The Trump Crusade

Looking at Donald Trump’s foreign policy team, it appears everything old is new again. Mr. Trump campaigned on a platform of taking down the Washington establishment, but his emerging cadre of foreign policy and security advisors indicates that he intends to return the United States to a past era in which the United States waged righteous struggles against an evil Islamist horde. The Trumpists are striking the banners in preparation for another crusade.

Of course, it is unlikely many have forgotten the first crusade of the modern era. It was only a little more than a decade ago that George W. Bush used the term on the White House lawn to describe the American response to the September 11, 2001 attacks. Less than two years later, the United States found itself the de facto military occupier of two separate Muslim countries and engaged in an ill-defined “Global War on Terror.”

Mr. Trump can learn some important lessons from the early missteps of the Bush administration, starting with his choices of advisors and cabinet officials. Like Mr. Bush, Mr. Trump will assume the presidency with almost no foreign policy knowledge or experience, and thus must rely heavily on appointees for information and advice. So far, nearly all the positions he has announced signal an embrace of highly ideological and religiously-motivated individuals.

Three high-profile hires – Steve Bannon as chief strategist, General Michael Flynn as national security advisor, and Representative Mike Pompeo as CIA director – provide clues to the configuration of an old, but newly minted Trump worldview. These men see the world in Manichean terms, with the United States as a force for good and Islam the root of all evil, the two sides destined to confront each other in a clash of civilizations.

Mr. Bannon has been criticized for the legitimacy of his convictions, but at a 2014 conference hosted by the Human Dignity Institute, a far right European religious group, he advocated for what he called a return of the “enlightened capitalism of the Judeo-Christian West” to lift the world out of a “new Dark Age” left behind by the turmoil of the twentieth century. He decried the secularization of the West, which he sees as unfit to handle the emerging “global war” with “jihadic Islamist fascism.”

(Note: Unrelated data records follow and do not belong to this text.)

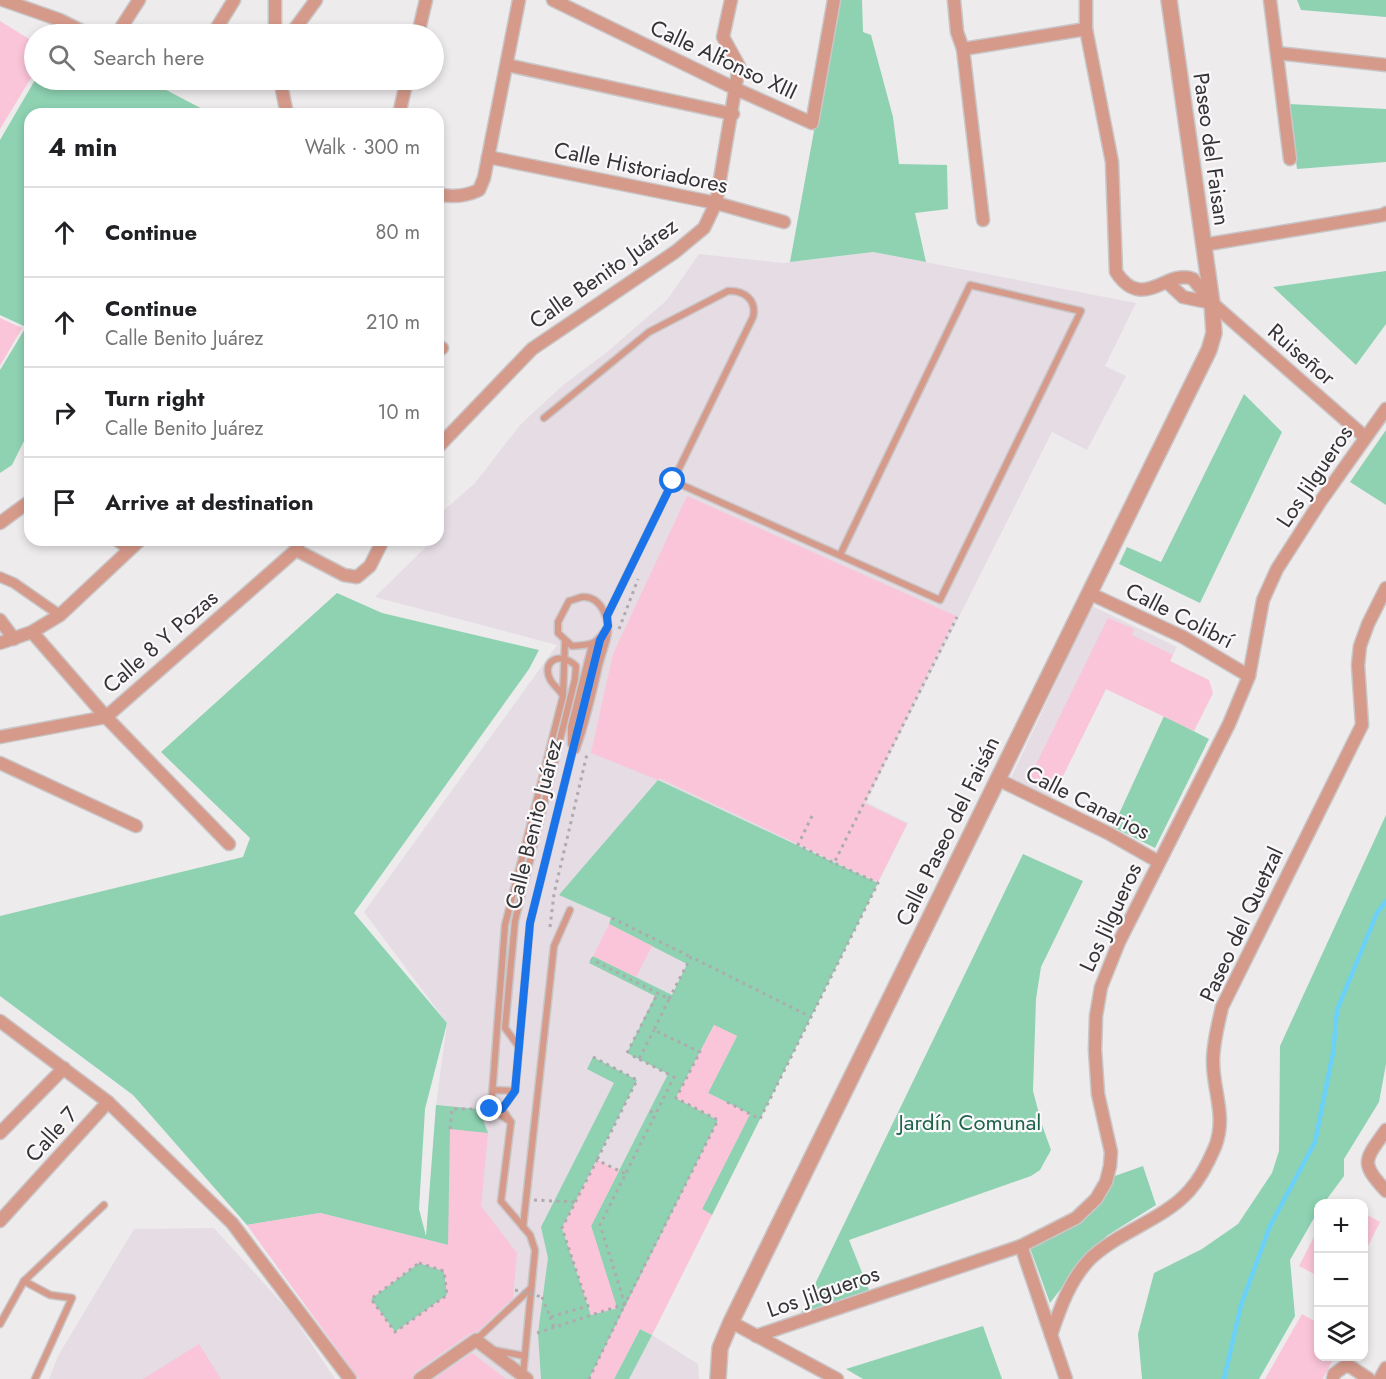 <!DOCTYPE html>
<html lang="en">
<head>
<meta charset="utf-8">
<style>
	:root { --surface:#fff; --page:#f2f2f2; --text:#202124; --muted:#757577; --line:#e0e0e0 }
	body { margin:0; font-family:Jost,sans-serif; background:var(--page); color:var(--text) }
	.controls { position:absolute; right:18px; bottom:18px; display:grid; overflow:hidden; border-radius:12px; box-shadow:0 3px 9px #0003 }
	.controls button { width:54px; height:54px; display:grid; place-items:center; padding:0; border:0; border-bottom:2px solid var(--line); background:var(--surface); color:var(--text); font:30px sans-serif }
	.stop { position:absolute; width:18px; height:18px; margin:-14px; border:4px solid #1a73e8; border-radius:50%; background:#fff }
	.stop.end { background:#1a73e8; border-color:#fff; box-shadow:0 2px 6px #0008 }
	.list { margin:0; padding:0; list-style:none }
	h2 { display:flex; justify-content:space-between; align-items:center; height:78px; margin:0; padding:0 24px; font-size:26px }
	h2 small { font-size:20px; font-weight:400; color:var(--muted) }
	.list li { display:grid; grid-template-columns:39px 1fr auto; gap:18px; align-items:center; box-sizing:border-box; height:90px; padding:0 24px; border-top:2px solid var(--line) }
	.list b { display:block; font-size:22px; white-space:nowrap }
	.list p { margin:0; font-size:20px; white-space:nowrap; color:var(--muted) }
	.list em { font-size:20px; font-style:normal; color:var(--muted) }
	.icon { flex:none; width:33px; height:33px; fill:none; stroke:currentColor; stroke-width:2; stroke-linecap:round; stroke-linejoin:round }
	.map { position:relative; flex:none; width:1386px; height:1379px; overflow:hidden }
	.search { position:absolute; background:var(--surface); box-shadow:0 3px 9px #0003; left:24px; top:24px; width:420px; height:66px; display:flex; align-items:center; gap:15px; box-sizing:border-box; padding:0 21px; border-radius:33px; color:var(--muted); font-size:22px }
	.panel { position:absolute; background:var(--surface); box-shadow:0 3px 9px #0003; left:24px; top:108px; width:420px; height:438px; border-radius:18px }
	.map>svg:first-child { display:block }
</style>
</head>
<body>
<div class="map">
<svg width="1386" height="1379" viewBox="0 0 1386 1379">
	<rect width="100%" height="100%" fill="#eeebed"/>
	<g fill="#e5dce4">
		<path d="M873,252L1136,303L1105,366L1126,376L1087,450L1052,432L866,802L908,823L652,1335L698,1364L699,1379H536L476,1337L415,1379H359L247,1225L320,1213L427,1238L436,1105L447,1023L364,912L557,645L375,597L426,547L429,540H438V521L442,512L475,483L521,424L562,386L607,352L667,300L699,254L783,263Z"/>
		<path d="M1092,606L1177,647L1146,708L1106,689L1051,800L1010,780Z"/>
		<path d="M214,1228L290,1312L335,1379H49L58,1356L134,1229Z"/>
		<path d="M473,1344L516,1379H426Z"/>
	</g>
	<g fill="#8ed2b2">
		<path d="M838,0H862L863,32L871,35L893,117L899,164L947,165L948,209L915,213L926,262L873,252L790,262Z"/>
		<path d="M1297,0H1386V17L1301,10Z"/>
		<path d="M35,80H147L212,114H30V429L12,465L0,473V370L26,327L0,315V140Z"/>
		<path d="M1289,104L1386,109V162L1297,169Z"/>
		<path d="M1386,271V324L1356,365L1273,287Z"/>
		<path d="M1244,394L1282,432L1200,603L1119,564L1127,547L1161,562Z"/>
		<path d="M1386,430V505L1350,482Z"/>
		<path d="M337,593L382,613L539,650L529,669L354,913L447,1023L425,1109L419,1209L426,1236L436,1105L479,1109L488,1133L448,1245L320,1213L247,1225L133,1095L0,996V916L243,857L250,838L161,752Z"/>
		<path d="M1164,716L1209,739L1155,848L1113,827Z"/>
		<path d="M658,780L878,883L712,1215L702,1209L750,1114L708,1093L737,1036L714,1025L676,1098L718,1120L589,1379H541L538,1333L548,1258L541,1227L614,1083L587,1069L593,1057L637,1080L562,1228L591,1315L617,1308L591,1226L668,1074L627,1053L655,996L589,963L593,956L672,995L687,964L609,924L611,918L559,895Z"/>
		<path d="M1386,815V1064L1379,1102L1344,1159V1176L1324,1203L1318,1204V1211L1290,1260L1295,1316L1259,1379H1142L1138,1334L1154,1273L1202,1249L1238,1224L1272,1173L1279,1151L1280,1046Z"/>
		<path d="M1023,854L1083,881L1041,967L1036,999L1033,1091L1042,1125L1051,1150L1040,1170L1031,1176L849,1240L869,1290L801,1313Z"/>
		<path d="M1143,1166L1156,1205L1108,1235L1088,1253L1050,1303L1029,1245L1060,1230L1112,1177Z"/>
		<path d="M419,1263L444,1271L447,1295L395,1332L371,1299Z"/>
		<path d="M983,1326L1002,1379H863L846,1369Z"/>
		<path d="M640,1329L652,1335L629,1379H614Z"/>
	</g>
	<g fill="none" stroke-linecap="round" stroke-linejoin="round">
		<path stroke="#6bd1f8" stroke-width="4.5" d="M1224,1379L1241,1305L1270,1226L1315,1142L1333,1053L1337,1010L1377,913L1386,901"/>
	</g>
	<g fill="#fac5d8" fill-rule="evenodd">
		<path d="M0,21L34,42V73L0,129Z"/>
		<path d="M0,318L22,328L0,366Z"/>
		<path d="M687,496L956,616L864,803L907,824L878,882L659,778L658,780L591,753L613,654Z"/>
		<path d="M1108,618L1134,629L1132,635L1173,655L1170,661L1209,680L1213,693L1194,731L1106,689L1054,794L1028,781Z"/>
		<path d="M609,924L652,946L636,977L593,956Z"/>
		<path d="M714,1025L737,1036L708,1093L750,1114L702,1209L712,1215L652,1335L640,1329L614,1379H589L718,1120L676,1098Z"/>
		<path d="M450,1129L488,1133L481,1206L517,1253L513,1298L477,1332L471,1333L415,1372L412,1379H359L247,1225L320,1213L448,1245ZM419,1263L444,1271L447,1295L395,1332L371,1299Z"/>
		<path d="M597,1160L619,1171L591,1226L617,1308L591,1315L562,1228Z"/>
		<path d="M1364,1213L1380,1222L1364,1254Z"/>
		<path d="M1318,1229V1276L1299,1266Z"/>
		<path d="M1302,1314L1318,1323V1356H1335L1329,1367L1323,1379H1265Z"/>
		<path d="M199,1344L221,1379H143Z"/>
		<path d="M472,1353L506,1379H434Z"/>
	</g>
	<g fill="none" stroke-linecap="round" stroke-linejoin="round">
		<g stroke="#c9c6c8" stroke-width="9">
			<g id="service">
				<path d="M544,418L649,332L728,291C744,290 757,300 753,317L607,616"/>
				<path d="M673,481L940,600L1081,311L970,285L840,555"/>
				<path d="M563,695L565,641"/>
				<path d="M571,744V727L592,645"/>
				<path d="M576,750C585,725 591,700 597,674C599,662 604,650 607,638C611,622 602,595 582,597C578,598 573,600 569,601L558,622V633L572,646C593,645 596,645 608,626"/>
				<path d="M493,1090L515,1091"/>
				<path d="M511,1122L491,1109L505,925L563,696C560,690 554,686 551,681C540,662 559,650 576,666L575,679L515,921L505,1028L519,1047"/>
				<path d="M523,1227L554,946L570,910"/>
				<path d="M24,1281L50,1295L72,1298L35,1379"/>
				<path d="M0,1324L24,1281L104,1205"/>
				<path d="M476,1340L530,1289"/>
				<path d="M493,1350L525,1356"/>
				<path d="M523,1375L535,1250L530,1235L501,1201L511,1122L502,1109L515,1091L530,923L600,640"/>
			</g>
		</g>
		<g stroke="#c9c6c8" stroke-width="12">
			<g id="pedestrian">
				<path d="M115,540L129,550"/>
				<path d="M0,577L14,583L60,615"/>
			</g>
		</g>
		<g stroke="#c9c6c8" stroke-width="15">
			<g id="minor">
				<path d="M3,0L60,20L88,34"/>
				<path d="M275,0V34"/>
				<path d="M553,0L736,89L812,123L834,0"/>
				<path d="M954,0L957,32L963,49L983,220"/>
				<path d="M1086,0V29L1112,162L1116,272C1143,313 1167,268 1193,279L1212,303L1365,437"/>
				<path d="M1270,0L1290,159"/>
				<path d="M117,34L139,0"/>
				<path d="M213,34L234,0"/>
				<path d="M291,34L316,0"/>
				<path d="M418,34L426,0"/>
				<path d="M963,49L1086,29"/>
				<path d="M1277,53L1386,65"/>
				<path d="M507,65L733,114"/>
				<path d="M280,80L287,114"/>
				<path d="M185,81L186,80"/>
				<path d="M399,114L407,80"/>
				<path d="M488,157L716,203L784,222"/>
				<path d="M438,194C453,198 466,196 479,190L484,178L519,0"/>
				<path d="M1203,245L1383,215L1386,213"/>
				<path d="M1168,283L1183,297L1212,303"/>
				<path d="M438,347L442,348"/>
				<path d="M438,447L532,349L675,252L704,228L716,203L739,66L723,37L731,0"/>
				<path d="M0,523L30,501"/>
				<path d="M296,550L344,575L357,577L370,566L383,540"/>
				<path d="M1091,594L1183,637L1249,676"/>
				<path d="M0,620L14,639"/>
				<path d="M32,632L106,717L229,844"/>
				<path d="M0,643L32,632L60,615L140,540"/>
				<path d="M0,737L106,717L296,550L300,540"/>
				<path d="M0,763L136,826"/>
				<path d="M997,779L1108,833L1159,862"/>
				<path d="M0,1021L108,1102L232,1223L350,1379"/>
				<path d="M1386,1130C1365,1160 1359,1162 1386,1191"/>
				<path d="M0,1133L64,1068"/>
				<path d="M0,1221L108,1102"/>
				<path d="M1021,1246L1066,1379"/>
				<path d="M731,1322L837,1379"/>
				<path d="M1051,1335C1060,1308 1070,1279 1091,1258C1120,1231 1163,1220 1189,1191C1200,1179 1209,1161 1215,1147C1227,1116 1213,1092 1213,1061C1213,1043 1218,1025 1222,1007L1362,725L1358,665L1360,646L1368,624L1386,588"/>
				<path d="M756,1336L1021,1246L1076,1218L1096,1199L1106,1182L1110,1166L1111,1152L1098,1094L1095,1050L1096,1016L1101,987L1119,942L1229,724L1249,676L1263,600L1277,569L1320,502L1386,409"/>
				<path d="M420,1379L476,1340L527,1379"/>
				<path d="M1333,1379L1334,1374L1345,1366L1351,1367L1369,1379"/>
				<path d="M1380,1379L1386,1368"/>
			</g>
		</g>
		<g stroke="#c9c6c8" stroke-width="18">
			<path id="tertiary" d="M718,1379L720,1348L731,1322L1209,350L1214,333L1212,303L1169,0"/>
		</g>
		<g stroke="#adabad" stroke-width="3" stroke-dasharray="3 4.5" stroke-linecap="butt">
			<path d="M619,629L638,579"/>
			<path d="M812,816L798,845L834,863"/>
			<path d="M612,918L691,957"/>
			<path d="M550,927L554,894L587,754"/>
			<path d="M669,999L691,957L811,1017L878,883L834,863L957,617"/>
			<path d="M627,1053L658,993"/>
			<path d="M633,1056L639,1059L654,1030"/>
			<path d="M593,1057L637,1080L597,1160"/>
			<path d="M727,1102L760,1119L811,1017"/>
			<path d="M650,1111L656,1114"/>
			<path d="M450,1129L452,1109H482"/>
			<path d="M534,1200L575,1202"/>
			<path d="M419,1263L444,1271L447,1295L395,1332L371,1299Z"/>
			<path d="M542,1297L550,1317L588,1306L562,1228L597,1160L626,1174"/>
			<path d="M550,1317L554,1328"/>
			<path d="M537,1333L625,1304L718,1120L676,1098L700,1052L654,1030L669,999L591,959"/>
			<path d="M589,1379L625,1304L600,1225L674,1077L639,1059"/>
		</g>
		<use href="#service" stroke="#d69a8b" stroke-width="6"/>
		<use href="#pedestrian" stroke="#d69a8b" stroke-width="9"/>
		<use href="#minor" stroke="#d69a8b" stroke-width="12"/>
		<use href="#tertiary" stroke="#d69a8b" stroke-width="15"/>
		<path stroke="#adabad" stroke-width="3" stroke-dasharray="3 4.5" stroke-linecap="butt" d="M515,1290L542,1297"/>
	</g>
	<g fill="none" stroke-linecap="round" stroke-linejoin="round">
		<path stroke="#1a73e8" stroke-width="8" d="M490,1109H502L515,1091L530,923L600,640L608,626L607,616L673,481"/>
	</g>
	<g text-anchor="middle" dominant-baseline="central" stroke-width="4.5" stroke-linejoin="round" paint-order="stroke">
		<g font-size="22" fill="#353435" stroke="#fbf8fb">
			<text transform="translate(724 59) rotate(25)">Calle Alfonso XIII</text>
			<text transform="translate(1212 149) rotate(82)">Paseo del Faisan</text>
			<text transform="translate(641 167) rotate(12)">Calle Historiadores</text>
			<text transform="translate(603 273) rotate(-35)">Calle Benito Juárez</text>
			<text transform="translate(1302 354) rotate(41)">Ruiseñor</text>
			<text transform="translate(1314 476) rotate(-56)">Los Jilgueros</text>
			<text transform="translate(1180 615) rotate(27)">Calle Colibrí</text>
			<text transform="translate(160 641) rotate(-41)">Calle 8 Y Pozas</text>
			<text transform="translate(1088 802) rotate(27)">Calle Canarios</text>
			<text transform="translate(533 824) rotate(-76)">Calle Benito Juárez</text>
			<text transform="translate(947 831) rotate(-64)">Calle Paseo del Faisán</text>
			<text transform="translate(1110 917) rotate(-65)">Los Jilgueros</text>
			<text transform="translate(1241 924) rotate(-65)">Paseo del Quetzal</text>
			<text transform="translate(51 1134) rotate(-48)">Calle 7</text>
			<text transform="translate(823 1291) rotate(-19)">Los Jilgueros</text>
		</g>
		<g font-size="22" fill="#1d6449" stroke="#fbf8fb">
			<text x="970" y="1122">Jardín Comunal</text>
		</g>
	</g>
</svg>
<div class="controls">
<button>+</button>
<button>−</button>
<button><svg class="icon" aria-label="layers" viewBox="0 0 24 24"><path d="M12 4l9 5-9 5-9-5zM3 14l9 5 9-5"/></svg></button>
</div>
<div class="stop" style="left:673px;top:481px"></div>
<div class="stop end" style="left:490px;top:1109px"></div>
<div class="search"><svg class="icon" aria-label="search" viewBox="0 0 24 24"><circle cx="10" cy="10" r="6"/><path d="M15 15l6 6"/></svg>Search here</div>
<section class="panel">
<h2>4 min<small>Walk · 300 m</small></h2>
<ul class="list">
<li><svg class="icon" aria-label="ahead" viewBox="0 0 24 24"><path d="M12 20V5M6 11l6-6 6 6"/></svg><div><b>Continue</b></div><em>80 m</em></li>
<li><svg class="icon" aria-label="ahead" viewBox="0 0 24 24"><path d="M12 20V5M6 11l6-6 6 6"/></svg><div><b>Continue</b><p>Calle Benito Juárez</p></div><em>210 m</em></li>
<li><svg class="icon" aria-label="right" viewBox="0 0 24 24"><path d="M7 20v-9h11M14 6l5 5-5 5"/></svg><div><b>Turn right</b><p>Calle Benito Juárez</p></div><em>10 m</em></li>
<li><svg class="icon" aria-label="arrive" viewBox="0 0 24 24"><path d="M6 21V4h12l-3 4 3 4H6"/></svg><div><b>Arrive at destination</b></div></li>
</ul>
</section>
</div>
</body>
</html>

General Flynn, meanwhile, has been far more vocal in expressing his views about the nature of the United States’ current predicament. During the campaign, the former army intelligence officer consistently condemned the Obama administration’s approach to combating the Islamic State during media appearances, rallies, and on Twitter. He fixated on the administration’s refusal to use the words “radical Islamic terror” to describe the nature of the “existential threat” facing the nation. He has called Islam a “cancer,” and in his book wrote that he does not believe all cultures are “morally equivalent.”

Mike Pompeo ascends to the top position at the CIA having served just five years on the House Intelligence Committee. He was one of the three Republican Congressmen who mockingly applied for visas to visit Iran earlier this year, appointing themselves both nuclear inspectors and an Iranian election observers in the process. In a letter to Ayatollah Khamenei, they wrote, “It would be a shame if there weren’t any Americans present to validate that the elections were free and fair.” He has also openly speculated about the number of airstrikes necessary (2000, apparently) to destroy Iranian nuclear facilities, calling it “not insurmountable,” and publicly declared his support for regime change in Iran. He will now oversee the CIA’s drone warfare campaign.

At present, there is at least one more soldier preparing to join the cause. Mr. Trump’s announcement of Senator Jeff Sessions, a staunch advocate of the promised Muslim immigration ban, as attorney general guarantees a watchful eye on the homefront to ensure that their campaign is not undermined by disloyal domestic elements.

It remains to be seen whether America will go to war with words or guns, and whether the latter will be open or covert. At the very least, the lessons of history caution against crusading. The crusades of antiquity achieved only fleeting success, and most Christian soldiers who marched on Jerusalem never saw inside the city walls. So far, the twentieth century version hasn’t fared much better. The Bush administration’s military misadventures destabilized the Middle East, increased anti-American resentment around the world, and brought about untold levels of death, destruction, and suffering. Rather than prove the case for Holy War, these experiences caution against allowing ideological fervor, instead of prudent consideration and debate, to guide military and foreign policy.